Inward potassium transport systems in skeletal muscle derived cells are highly sensitive to oxidant exposure

Strenuous physical exercise causes a remarkable perturbation of K+ homeostasis in skeletal muscle tissue. Potassium efflux is crucial for a number of physiological control processes; however, exercise-induced perturbation of K+ homeostasis in skeletal muscle is suggested to be implicated in the generation of muscle fatigue. Physical exercise is also known to induce oxidative stress; a possible contribution of oxygen free radicals to the development of muscle fatigue has been hypothesized. To reveal the dose-dependent effect of oxidant exposure on inward and outward K+ (86RbCl) transporting systems, skeletal muscle derived L6 cells were treated with different concentrations of tert-butylhydroperoxide (TBOOH). We document the responses of (1) the ouabain-sensitive component of K+ influx (Na+, K+ pump), (2) bumetanide-sensitive ouabain-insensitive component of K+ influx (Na+, K+, 2Cl− cotransporter), (3) ouabain- and bumetanide-insensitive component of K+ influx (passive permeability of the cell membrane to inward K+), (4) ouabain-insensitive component of K+ efflux, and (5) passive leakage component of K+ efflux following exposure of L6 cells to oxidant treatment.

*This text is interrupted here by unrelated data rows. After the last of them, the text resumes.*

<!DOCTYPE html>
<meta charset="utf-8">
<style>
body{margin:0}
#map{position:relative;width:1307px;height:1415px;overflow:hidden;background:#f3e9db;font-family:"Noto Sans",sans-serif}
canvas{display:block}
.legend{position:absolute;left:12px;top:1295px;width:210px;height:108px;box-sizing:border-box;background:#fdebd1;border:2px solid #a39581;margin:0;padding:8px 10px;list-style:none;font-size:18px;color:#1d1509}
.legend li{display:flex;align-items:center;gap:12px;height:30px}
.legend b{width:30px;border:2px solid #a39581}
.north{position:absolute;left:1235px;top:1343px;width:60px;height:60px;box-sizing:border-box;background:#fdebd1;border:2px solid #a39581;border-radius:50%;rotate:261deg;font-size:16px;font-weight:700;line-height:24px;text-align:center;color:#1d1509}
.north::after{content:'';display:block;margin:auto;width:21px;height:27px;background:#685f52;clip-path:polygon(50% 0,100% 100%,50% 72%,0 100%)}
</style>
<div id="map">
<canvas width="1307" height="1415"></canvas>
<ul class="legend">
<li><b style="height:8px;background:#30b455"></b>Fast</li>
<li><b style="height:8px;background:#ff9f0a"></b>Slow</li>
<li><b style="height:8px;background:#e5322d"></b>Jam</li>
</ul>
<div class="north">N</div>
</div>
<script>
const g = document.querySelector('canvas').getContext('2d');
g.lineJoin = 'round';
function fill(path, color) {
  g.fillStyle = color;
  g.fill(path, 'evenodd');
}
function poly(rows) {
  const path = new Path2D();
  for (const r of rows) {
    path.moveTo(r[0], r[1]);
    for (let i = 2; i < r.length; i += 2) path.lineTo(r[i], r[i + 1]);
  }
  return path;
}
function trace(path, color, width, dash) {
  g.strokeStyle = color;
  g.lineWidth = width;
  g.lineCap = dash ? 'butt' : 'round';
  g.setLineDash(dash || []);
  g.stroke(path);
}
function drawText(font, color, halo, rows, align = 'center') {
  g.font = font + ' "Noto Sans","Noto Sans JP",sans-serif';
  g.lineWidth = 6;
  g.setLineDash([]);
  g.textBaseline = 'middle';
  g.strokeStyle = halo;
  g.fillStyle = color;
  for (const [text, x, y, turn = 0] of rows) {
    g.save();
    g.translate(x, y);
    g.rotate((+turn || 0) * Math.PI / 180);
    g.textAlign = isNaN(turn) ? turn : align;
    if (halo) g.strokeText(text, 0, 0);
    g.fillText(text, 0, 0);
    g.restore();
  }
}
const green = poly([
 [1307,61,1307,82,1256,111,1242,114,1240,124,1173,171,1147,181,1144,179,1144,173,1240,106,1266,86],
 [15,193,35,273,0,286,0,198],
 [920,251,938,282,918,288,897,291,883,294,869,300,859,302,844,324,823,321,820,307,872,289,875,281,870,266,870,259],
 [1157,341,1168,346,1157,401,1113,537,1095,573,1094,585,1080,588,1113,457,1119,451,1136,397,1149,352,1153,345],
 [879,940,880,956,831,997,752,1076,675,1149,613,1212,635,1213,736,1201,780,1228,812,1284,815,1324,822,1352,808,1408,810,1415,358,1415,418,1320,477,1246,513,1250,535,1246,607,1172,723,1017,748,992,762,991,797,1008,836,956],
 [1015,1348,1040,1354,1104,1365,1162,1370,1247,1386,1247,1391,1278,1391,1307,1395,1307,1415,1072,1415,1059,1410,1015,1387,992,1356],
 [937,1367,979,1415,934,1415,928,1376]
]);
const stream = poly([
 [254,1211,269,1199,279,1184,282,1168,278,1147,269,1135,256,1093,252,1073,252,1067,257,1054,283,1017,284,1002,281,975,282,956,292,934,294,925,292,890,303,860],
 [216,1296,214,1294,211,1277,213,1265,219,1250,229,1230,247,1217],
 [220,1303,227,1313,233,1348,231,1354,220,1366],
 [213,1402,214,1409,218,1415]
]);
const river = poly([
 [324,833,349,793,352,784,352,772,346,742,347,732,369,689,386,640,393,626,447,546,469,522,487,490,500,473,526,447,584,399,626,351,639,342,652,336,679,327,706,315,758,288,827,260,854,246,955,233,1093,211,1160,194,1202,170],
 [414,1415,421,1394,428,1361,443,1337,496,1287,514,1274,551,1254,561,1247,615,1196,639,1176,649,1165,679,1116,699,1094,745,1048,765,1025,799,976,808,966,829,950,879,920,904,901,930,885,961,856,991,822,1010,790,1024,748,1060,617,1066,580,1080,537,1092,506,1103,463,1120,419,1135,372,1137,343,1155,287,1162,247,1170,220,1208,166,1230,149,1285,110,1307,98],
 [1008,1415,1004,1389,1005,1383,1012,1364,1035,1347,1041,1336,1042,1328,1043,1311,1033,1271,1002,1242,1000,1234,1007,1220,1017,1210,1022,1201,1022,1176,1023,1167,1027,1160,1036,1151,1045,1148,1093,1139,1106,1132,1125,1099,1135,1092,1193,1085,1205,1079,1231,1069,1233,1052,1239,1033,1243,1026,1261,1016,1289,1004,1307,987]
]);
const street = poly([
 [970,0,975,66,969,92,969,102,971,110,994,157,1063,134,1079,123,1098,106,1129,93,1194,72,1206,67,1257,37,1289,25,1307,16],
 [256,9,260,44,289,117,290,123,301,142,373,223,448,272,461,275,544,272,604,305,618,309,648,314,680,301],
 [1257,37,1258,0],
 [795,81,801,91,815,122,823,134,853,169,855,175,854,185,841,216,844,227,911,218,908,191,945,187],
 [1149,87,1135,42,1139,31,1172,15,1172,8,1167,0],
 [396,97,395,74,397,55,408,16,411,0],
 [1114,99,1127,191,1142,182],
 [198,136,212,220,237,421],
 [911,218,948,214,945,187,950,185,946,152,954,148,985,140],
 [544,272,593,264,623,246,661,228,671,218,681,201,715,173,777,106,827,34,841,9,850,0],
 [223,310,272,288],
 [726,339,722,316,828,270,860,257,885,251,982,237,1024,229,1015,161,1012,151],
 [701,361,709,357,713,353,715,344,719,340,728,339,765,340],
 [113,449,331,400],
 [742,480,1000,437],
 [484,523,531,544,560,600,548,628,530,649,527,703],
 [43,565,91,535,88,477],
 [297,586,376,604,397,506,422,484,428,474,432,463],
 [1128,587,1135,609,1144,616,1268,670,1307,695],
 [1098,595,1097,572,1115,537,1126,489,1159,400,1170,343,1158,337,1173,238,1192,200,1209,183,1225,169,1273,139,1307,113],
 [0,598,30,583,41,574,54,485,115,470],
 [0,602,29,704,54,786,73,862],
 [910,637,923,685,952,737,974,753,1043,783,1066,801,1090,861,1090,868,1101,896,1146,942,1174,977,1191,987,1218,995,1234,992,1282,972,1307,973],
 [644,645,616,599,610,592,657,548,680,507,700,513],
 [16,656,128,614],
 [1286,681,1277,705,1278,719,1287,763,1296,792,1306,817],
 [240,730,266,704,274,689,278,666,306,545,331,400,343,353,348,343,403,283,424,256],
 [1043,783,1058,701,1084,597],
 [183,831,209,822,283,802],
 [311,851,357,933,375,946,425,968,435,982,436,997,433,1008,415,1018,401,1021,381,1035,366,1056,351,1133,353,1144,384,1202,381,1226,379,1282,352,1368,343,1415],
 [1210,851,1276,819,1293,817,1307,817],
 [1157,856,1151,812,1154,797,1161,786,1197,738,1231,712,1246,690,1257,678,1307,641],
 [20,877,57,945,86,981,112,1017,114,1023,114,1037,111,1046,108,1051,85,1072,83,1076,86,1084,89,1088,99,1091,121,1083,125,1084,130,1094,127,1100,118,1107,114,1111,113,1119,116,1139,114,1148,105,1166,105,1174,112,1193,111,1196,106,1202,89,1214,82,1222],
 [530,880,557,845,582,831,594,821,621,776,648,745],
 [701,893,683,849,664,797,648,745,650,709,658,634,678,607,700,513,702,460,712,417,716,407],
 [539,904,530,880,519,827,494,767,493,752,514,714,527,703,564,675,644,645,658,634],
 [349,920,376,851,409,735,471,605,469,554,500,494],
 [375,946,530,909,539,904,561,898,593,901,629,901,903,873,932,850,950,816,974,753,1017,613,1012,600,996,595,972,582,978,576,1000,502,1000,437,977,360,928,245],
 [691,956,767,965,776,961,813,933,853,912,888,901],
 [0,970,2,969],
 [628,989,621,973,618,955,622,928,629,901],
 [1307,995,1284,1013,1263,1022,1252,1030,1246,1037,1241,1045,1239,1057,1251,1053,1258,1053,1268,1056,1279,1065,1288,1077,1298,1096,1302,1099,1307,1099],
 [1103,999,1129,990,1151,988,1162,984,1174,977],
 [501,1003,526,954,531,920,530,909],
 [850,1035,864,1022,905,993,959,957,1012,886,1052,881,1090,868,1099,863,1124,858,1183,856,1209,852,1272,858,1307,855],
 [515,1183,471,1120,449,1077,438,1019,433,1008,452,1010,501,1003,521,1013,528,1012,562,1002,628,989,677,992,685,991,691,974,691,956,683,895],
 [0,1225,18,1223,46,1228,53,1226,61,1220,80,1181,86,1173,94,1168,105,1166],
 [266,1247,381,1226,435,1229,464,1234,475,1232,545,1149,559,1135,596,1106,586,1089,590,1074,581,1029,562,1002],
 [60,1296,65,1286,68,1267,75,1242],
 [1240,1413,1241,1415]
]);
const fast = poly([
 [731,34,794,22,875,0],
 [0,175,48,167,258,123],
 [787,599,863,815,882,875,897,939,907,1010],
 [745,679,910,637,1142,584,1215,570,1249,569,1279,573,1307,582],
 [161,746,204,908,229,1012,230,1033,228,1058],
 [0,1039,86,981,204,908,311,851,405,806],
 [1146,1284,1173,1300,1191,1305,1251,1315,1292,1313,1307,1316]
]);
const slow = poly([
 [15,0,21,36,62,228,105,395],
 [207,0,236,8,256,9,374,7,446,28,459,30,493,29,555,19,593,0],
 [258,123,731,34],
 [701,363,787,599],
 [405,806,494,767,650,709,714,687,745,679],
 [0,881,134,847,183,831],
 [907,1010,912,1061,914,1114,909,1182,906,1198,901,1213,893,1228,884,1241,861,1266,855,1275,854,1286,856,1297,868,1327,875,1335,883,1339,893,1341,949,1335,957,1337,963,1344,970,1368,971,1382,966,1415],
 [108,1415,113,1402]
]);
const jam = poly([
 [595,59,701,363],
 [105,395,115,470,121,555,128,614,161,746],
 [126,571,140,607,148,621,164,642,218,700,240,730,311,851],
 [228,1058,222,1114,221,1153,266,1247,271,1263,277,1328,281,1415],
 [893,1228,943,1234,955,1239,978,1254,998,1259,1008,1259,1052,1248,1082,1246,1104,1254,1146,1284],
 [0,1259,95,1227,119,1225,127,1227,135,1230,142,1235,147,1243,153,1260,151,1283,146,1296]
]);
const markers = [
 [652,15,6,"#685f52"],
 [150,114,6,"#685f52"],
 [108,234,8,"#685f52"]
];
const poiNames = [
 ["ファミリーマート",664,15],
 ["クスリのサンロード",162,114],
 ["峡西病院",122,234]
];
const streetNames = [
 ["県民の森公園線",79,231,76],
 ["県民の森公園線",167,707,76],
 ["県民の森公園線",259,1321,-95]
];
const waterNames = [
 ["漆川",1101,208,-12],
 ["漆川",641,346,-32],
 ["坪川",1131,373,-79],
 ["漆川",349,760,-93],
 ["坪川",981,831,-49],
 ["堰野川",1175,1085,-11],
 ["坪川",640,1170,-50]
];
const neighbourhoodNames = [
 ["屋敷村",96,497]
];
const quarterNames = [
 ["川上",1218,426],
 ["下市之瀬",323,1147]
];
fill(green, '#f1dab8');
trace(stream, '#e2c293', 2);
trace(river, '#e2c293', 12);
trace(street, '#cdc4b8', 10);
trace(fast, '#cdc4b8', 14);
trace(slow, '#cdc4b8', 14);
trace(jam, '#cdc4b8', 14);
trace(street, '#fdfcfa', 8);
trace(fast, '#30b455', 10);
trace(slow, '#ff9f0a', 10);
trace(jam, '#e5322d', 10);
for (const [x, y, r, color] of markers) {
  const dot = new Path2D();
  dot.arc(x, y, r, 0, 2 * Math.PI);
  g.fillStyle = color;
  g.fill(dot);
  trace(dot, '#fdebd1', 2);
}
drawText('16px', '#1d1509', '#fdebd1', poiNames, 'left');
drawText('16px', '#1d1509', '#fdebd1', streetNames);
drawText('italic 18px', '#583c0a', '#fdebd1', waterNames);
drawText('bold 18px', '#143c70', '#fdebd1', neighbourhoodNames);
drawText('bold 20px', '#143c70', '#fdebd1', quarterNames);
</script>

Even very low doses of TBOOH (25 μmol) caused powerful activation of the Na+, K+ pump. Following TBOOH treatment, activity of the Na+, K+, 2Cl− cotransporter was remarkably inhibited. Such a treatment also significantly decreased the permeability of the cell membrane to inward flux of K+ (passive influx). Thus, we observed that even very low doses of oxidant had remarkable specific effects on the different components of K+ influx in the skeletal muscle derived cells. However, K+ efflux mechanisms appeared to be rather insensitive to the extracellular oxidant challenge.